** WORK TO BE COMPLETED **
Output only this range of the data below: the line that contains "M1422,1L1457,292L1462,317" through the final line, both ends included, each retyped exactly.

*** RECORDED INFORMATION ***

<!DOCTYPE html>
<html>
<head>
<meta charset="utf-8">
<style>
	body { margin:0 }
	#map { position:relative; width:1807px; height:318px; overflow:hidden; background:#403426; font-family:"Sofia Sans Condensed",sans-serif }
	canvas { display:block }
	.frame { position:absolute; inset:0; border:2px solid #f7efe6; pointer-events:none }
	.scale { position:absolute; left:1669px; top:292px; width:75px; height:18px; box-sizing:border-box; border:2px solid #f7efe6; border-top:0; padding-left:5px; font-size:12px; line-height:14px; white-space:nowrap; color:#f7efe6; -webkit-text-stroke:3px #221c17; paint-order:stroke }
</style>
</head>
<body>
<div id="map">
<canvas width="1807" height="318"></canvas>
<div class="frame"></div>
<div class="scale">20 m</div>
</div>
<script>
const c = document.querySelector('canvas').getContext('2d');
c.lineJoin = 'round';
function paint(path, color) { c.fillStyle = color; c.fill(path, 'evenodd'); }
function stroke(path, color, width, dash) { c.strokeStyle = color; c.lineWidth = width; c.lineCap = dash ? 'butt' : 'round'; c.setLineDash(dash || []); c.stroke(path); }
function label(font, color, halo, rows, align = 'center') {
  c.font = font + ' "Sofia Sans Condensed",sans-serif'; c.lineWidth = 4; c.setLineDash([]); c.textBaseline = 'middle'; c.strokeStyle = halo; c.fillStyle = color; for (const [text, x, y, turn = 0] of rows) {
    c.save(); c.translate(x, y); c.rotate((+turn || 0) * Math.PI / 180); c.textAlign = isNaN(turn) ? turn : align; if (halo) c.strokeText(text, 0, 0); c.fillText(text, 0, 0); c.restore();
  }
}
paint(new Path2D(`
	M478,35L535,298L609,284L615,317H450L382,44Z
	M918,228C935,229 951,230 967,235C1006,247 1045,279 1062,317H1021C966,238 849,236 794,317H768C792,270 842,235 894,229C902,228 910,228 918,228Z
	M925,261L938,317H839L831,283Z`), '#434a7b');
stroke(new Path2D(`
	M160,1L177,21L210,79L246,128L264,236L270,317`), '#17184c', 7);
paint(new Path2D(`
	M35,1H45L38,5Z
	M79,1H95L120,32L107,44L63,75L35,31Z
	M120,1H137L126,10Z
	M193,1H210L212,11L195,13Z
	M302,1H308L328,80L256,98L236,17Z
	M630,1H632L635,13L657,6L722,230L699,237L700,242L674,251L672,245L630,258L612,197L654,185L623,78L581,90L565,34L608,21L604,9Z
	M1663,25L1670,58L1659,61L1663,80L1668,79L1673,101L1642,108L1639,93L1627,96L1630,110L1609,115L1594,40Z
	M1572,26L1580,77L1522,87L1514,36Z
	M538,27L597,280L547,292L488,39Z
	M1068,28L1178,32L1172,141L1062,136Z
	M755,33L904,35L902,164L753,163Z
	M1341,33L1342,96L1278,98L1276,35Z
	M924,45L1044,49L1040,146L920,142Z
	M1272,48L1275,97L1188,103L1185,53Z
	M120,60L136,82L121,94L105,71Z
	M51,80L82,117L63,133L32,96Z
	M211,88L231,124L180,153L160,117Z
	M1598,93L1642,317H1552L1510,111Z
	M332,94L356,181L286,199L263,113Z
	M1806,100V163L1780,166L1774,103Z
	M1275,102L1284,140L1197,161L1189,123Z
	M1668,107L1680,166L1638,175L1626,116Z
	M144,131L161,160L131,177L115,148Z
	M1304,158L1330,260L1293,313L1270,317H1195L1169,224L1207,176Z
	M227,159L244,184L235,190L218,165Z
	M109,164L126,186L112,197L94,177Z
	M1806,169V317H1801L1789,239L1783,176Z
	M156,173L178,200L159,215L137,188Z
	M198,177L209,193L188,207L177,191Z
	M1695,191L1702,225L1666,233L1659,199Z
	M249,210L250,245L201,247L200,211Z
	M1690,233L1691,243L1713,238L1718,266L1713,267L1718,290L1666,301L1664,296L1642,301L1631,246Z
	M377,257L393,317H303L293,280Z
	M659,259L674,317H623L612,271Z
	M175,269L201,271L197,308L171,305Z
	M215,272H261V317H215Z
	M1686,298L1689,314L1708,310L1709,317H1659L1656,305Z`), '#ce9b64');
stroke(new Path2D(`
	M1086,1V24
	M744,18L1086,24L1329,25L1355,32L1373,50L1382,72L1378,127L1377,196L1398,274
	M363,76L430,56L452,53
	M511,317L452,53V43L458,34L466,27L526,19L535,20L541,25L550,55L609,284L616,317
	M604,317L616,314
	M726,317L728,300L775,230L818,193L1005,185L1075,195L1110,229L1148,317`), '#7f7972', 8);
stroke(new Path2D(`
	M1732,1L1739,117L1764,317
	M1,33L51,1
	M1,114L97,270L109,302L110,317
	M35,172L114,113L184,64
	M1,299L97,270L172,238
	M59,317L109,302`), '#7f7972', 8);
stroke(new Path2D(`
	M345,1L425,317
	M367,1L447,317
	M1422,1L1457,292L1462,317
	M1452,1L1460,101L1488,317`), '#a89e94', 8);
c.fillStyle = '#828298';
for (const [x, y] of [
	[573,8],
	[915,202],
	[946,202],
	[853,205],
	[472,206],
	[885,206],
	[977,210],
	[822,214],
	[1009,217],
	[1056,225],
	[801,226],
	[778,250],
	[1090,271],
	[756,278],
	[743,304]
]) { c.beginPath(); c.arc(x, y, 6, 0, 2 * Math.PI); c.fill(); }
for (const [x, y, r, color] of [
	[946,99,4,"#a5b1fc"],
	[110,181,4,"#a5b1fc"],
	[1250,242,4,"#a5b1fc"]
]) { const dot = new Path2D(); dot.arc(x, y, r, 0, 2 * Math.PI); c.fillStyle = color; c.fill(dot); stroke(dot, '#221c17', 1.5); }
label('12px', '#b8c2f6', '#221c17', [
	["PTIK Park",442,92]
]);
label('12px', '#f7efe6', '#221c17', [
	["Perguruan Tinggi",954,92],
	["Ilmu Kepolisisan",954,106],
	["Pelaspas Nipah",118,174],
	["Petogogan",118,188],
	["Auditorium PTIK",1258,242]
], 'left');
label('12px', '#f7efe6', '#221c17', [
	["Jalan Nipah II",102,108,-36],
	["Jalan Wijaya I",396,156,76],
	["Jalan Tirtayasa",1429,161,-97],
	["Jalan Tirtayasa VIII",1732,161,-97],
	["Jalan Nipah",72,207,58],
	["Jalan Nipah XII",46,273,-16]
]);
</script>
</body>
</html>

*** End of RECORDED INFORMATION ***

** OUTPUT BELOW **
	M1422,1L1457,292L1462,317
	M1452,1L1460,101L1488,317`), '#a89e94', 8);
c.fillStyle = '#828298';
for (const [x, y] of [
	[573,8],
	[915,202],
	[946,202],
	[853,205],
	[472,206],
	[885,206],
	[977,210],
	[822,214],
	[1009,217],
	[1056,225],
	[801,226],
	[778,250],
	[1090,271],
	[756,278],
	[743,304]
]) { c.beginPath(); c.arc(x, y, 6, 0, 2 * Math.PI); c.fill(); }
for (const [x, y, r, color] of [
	[946,99,4,"#a5b1fc"],
	[110,181,4,"#a5b1fc"],
	[1250,242,4,"#a5b1fc"]
]) { const dot = new Path2D(); dot.arc(x, y, r, 0, 2 * Math.PI); c.fillStyle = color; c.fill(dot); stroke(dot, '#221c17', 1.5); }
label('12px', '#b8c2f6', '#221c17', [
	["PTIK Park",442,92]
]);
label('12px', '#f7efe6', '#221c17', [
	["Perguruan Tinggi",954,92],
	["Ilmu Kepolisisan",954,106],
	["Pelaspas Nipah",118,174],
	["Petogogan",118,188],
	["Auditorium PTIK",1258,242]
], 'left');
label('12px', '#f7efe6', '#221c17', [
	["Jalan Nipah II",102,108,-36],
	["Jalan Wijaya I",396,156,76],
	["Jalan Tirtayasa",1429,161,-97],
	["Jalan Tirtayasa VIII",1732,161,-97],
	["Jalan Nipah",72,207,58],
	["Jalan Nipah XII",46,273,-16]
]);
</script>
</body>
</html>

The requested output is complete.